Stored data

********

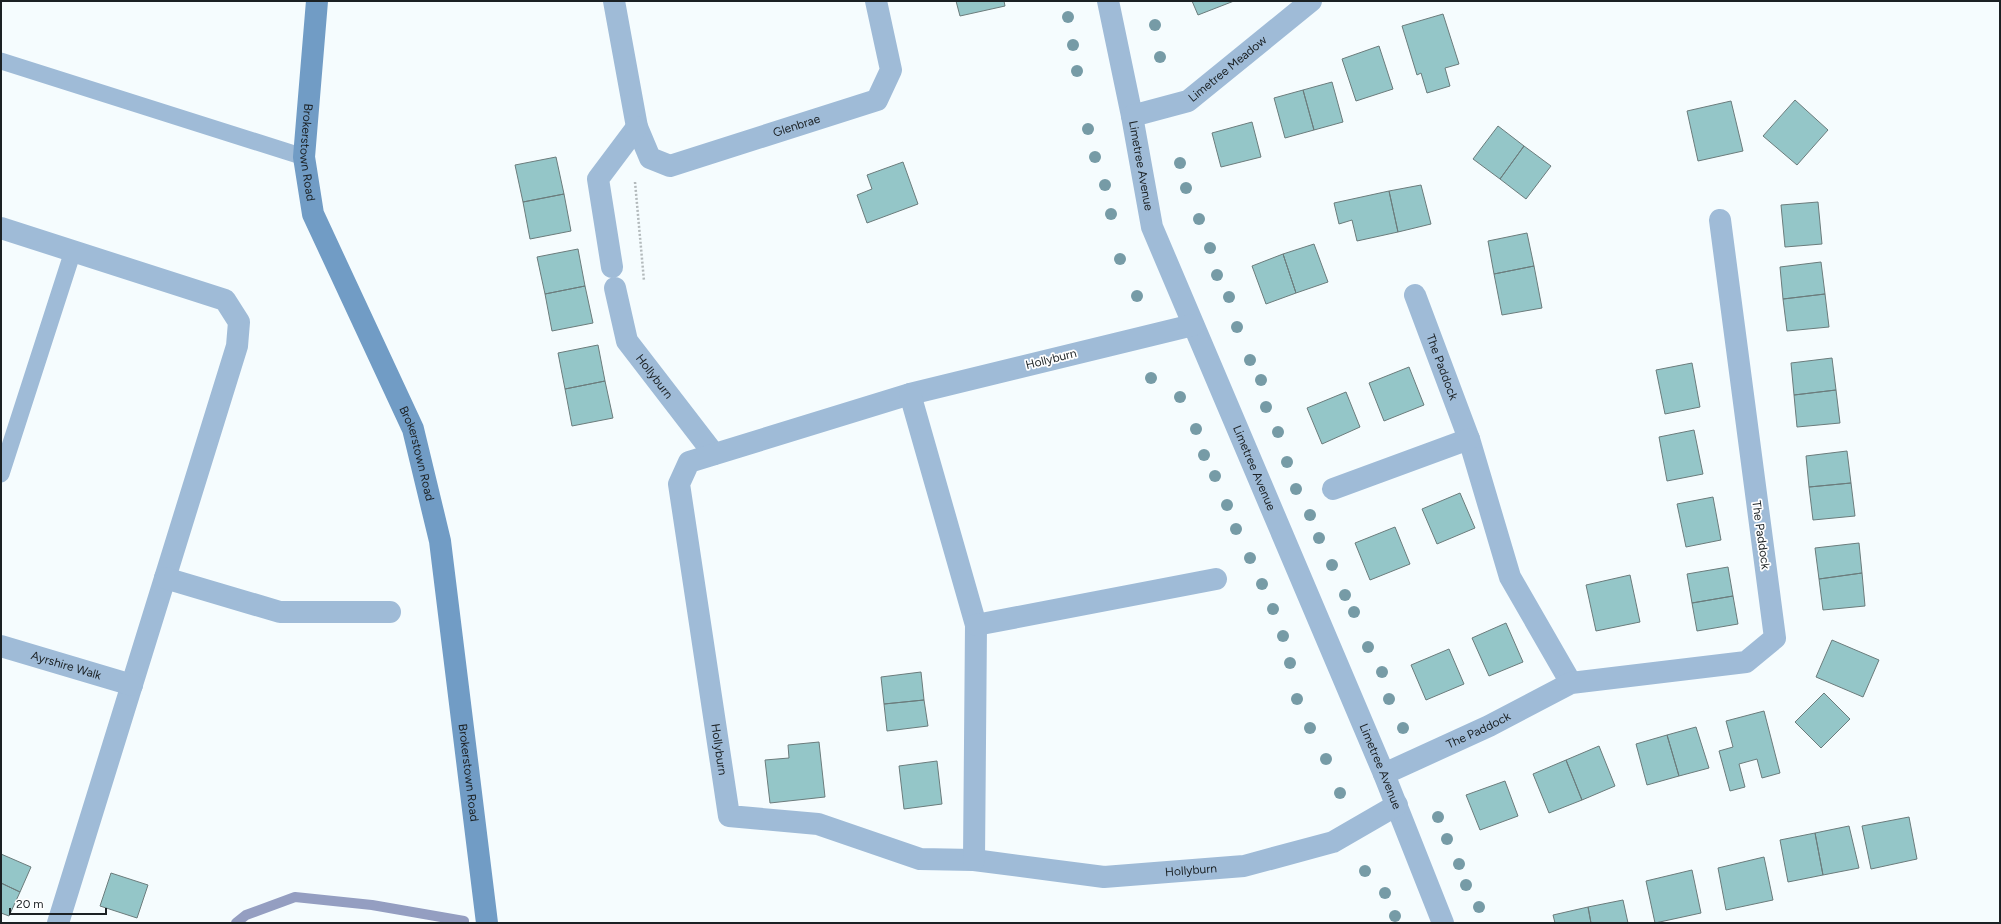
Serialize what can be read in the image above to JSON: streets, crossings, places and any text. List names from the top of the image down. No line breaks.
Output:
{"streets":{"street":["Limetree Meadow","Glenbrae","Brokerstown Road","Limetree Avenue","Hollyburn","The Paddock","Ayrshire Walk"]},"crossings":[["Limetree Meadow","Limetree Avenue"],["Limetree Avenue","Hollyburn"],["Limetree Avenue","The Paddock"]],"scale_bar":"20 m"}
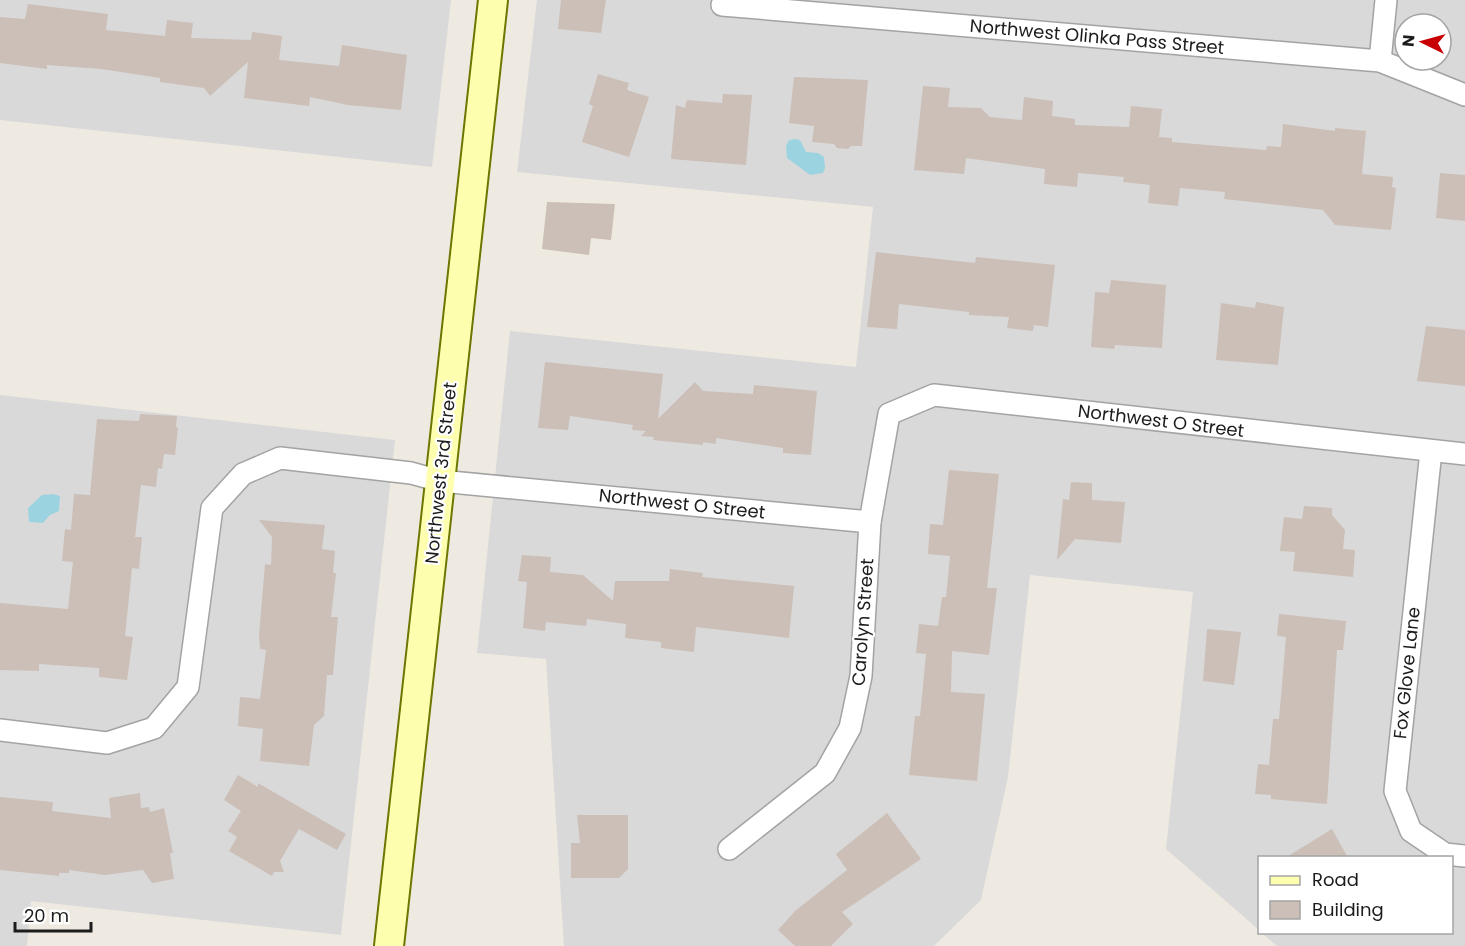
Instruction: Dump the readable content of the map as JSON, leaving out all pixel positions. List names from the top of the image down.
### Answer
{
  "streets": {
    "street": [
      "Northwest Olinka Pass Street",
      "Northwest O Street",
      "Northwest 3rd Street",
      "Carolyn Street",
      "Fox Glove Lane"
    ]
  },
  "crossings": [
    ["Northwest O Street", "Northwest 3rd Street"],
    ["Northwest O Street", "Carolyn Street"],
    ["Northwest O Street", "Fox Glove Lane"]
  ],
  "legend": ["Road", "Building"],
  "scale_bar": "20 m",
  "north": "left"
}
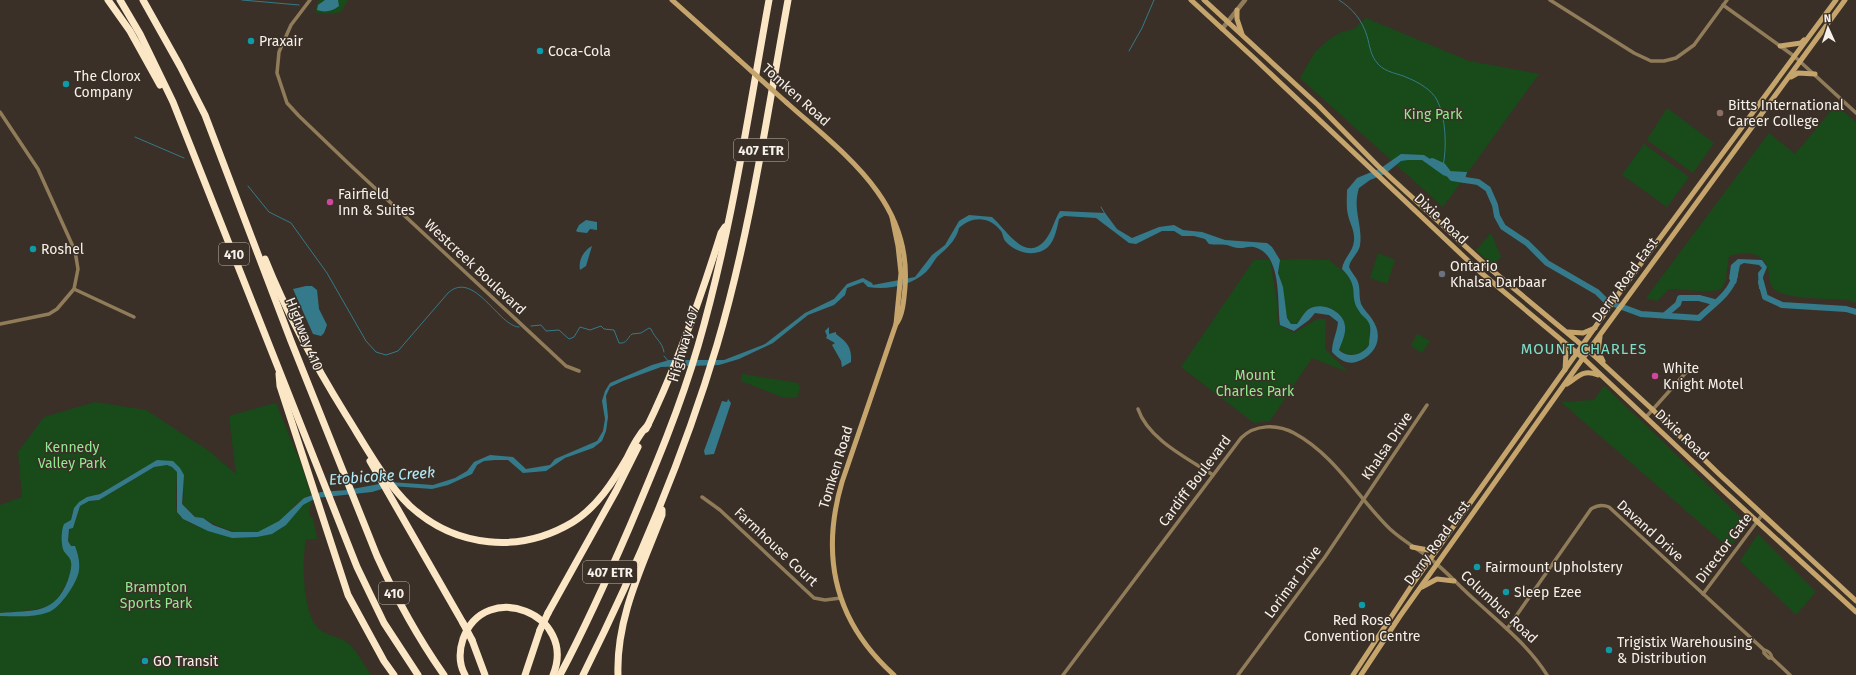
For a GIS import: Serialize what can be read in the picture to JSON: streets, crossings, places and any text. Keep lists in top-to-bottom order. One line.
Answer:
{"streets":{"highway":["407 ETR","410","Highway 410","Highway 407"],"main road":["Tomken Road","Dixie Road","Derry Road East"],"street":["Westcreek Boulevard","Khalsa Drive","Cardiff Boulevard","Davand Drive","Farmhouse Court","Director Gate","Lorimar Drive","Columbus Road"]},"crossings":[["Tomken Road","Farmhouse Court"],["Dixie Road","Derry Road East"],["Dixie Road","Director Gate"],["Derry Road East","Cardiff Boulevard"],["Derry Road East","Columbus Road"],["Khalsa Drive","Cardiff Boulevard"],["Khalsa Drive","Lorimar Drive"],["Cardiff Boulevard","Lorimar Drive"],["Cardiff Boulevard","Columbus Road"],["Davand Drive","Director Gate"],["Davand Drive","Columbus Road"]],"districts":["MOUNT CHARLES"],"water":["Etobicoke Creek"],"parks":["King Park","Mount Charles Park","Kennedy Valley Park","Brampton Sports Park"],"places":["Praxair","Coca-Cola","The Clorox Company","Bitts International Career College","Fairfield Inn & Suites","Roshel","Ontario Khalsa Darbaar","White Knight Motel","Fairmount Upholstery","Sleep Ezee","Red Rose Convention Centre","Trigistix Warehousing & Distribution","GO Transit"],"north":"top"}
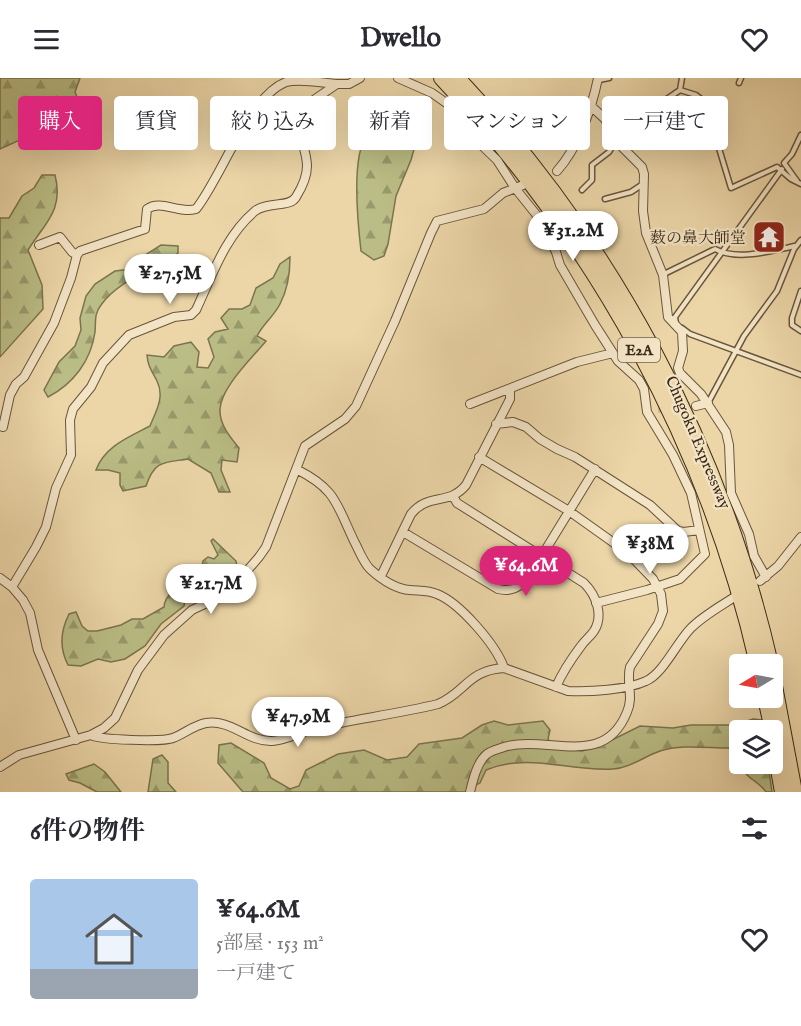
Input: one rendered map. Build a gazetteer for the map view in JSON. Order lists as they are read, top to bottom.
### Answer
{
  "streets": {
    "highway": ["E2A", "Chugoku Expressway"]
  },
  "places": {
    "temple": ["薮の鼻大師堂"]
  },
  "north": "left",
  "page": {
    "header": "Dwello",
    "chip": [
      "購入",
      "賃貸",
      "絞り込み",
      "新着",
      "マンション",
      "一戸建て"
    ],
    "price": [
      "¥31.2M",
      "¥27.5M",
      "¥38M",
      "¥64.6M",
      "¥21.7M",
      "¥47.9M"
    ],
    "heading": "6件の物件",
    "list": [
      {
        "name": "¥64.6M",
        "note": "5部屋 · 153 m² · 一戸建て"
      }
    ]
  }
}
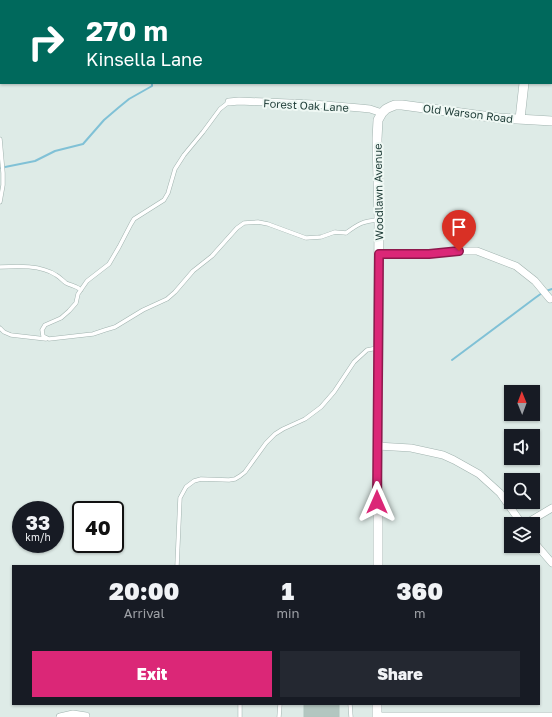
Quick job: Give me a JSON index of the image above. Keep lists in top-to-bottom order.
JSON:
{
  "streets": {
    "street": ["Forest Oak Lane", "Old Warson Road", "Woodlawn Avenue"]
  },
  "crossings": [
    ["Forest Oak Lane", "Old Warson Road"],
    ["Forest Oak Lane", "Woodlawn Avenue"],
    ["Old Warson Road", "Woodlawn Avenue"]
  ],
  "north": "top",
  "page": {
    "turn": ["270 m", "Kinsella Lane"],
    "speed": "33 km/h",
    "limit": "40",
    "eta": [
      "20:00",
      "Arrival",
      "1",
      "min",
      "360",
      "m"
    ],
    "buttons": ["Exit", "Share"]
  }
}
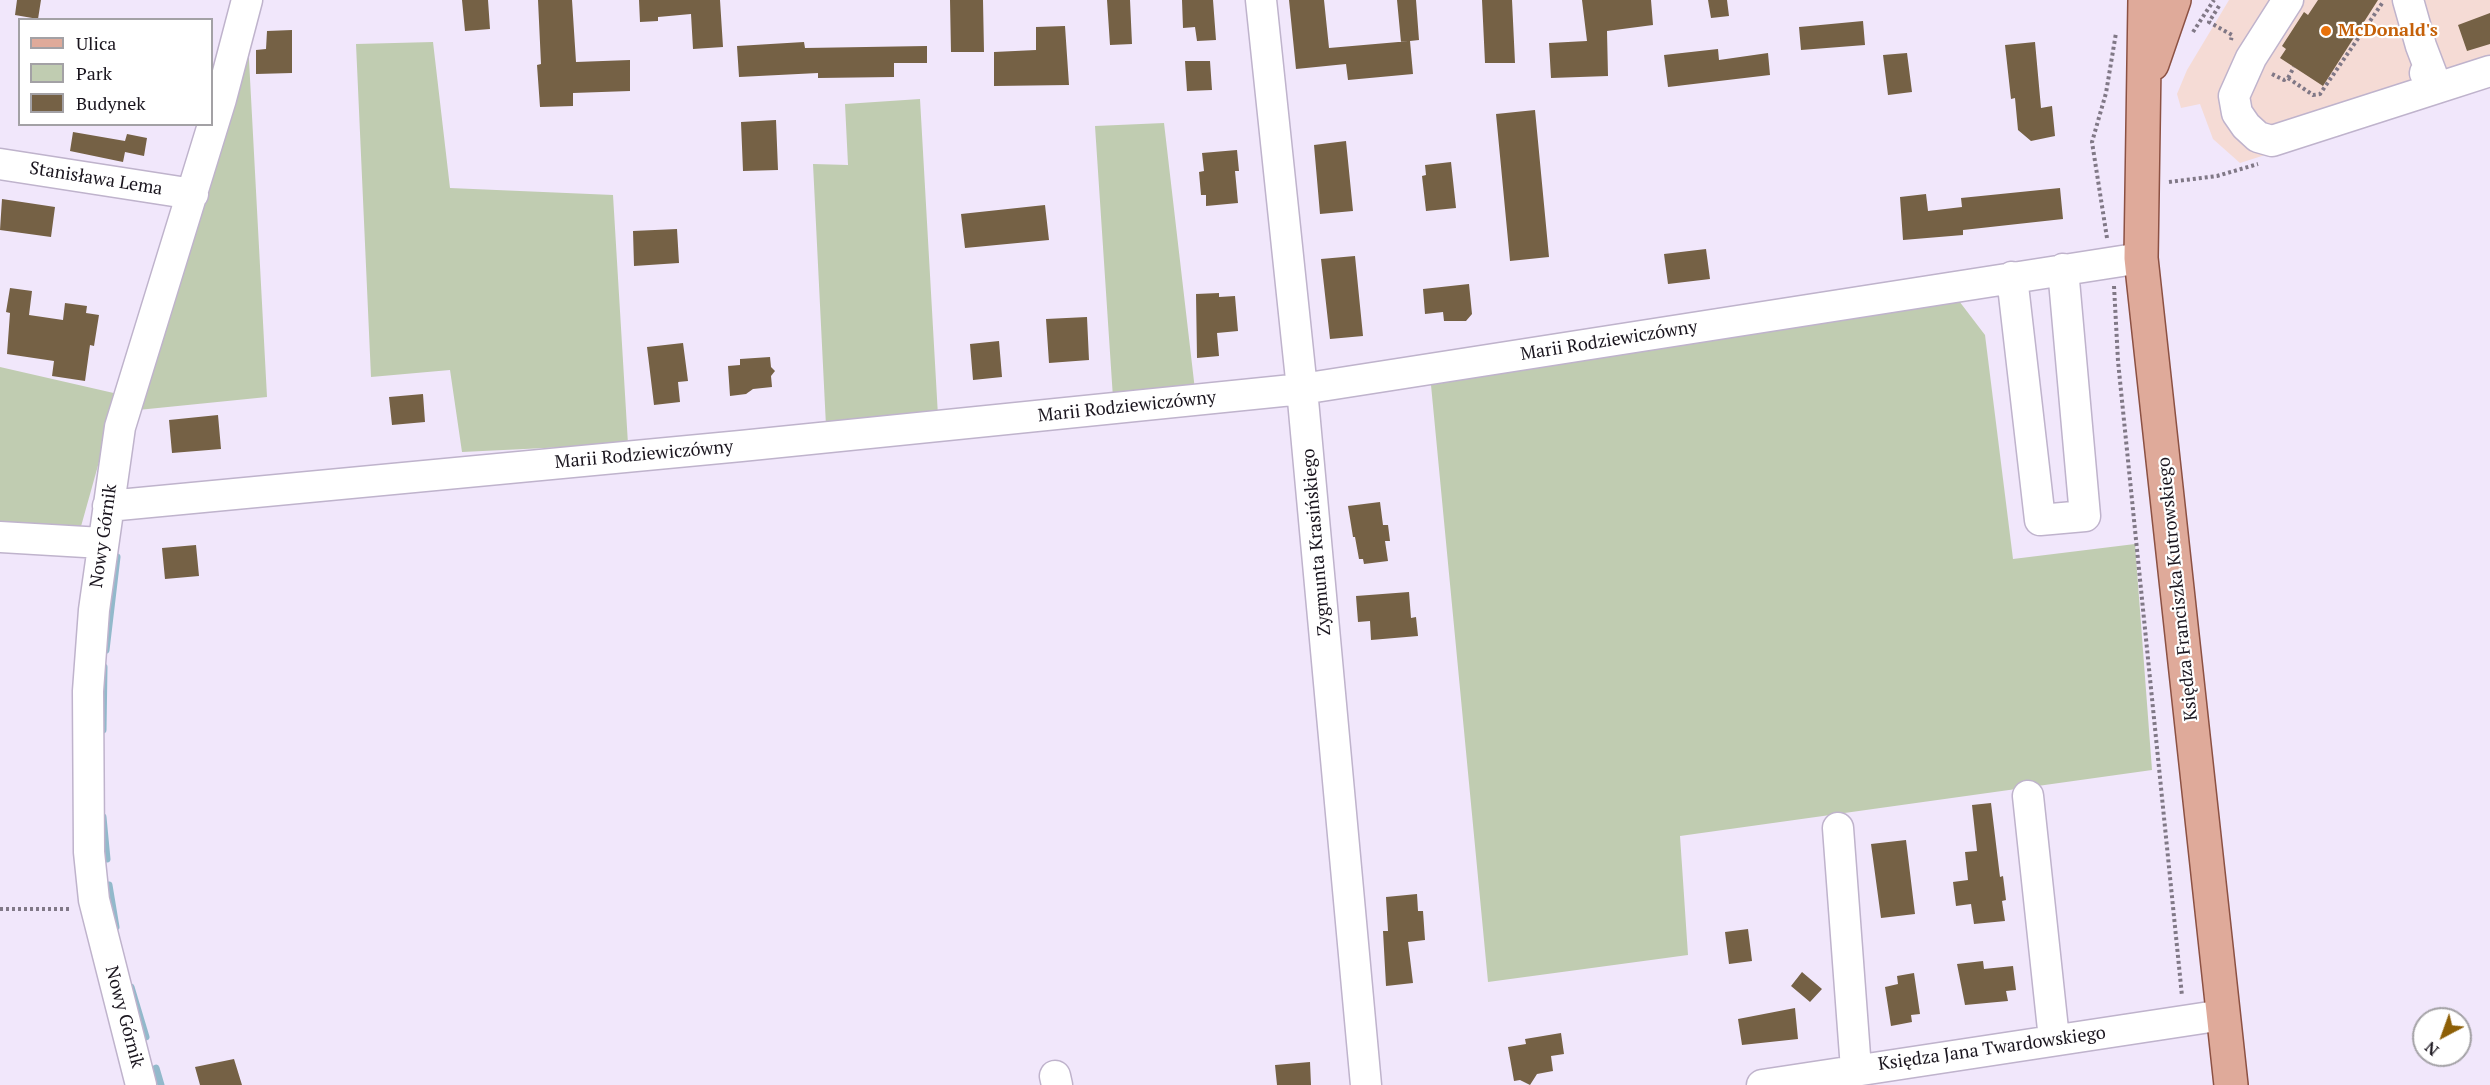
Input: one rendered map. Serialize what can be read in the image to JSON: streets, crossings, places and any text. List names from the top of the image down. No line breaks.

********

- **Directions**
Using the entries above, give the number of lines that include "Keep", with no added words.

- **Solution to the problem**
2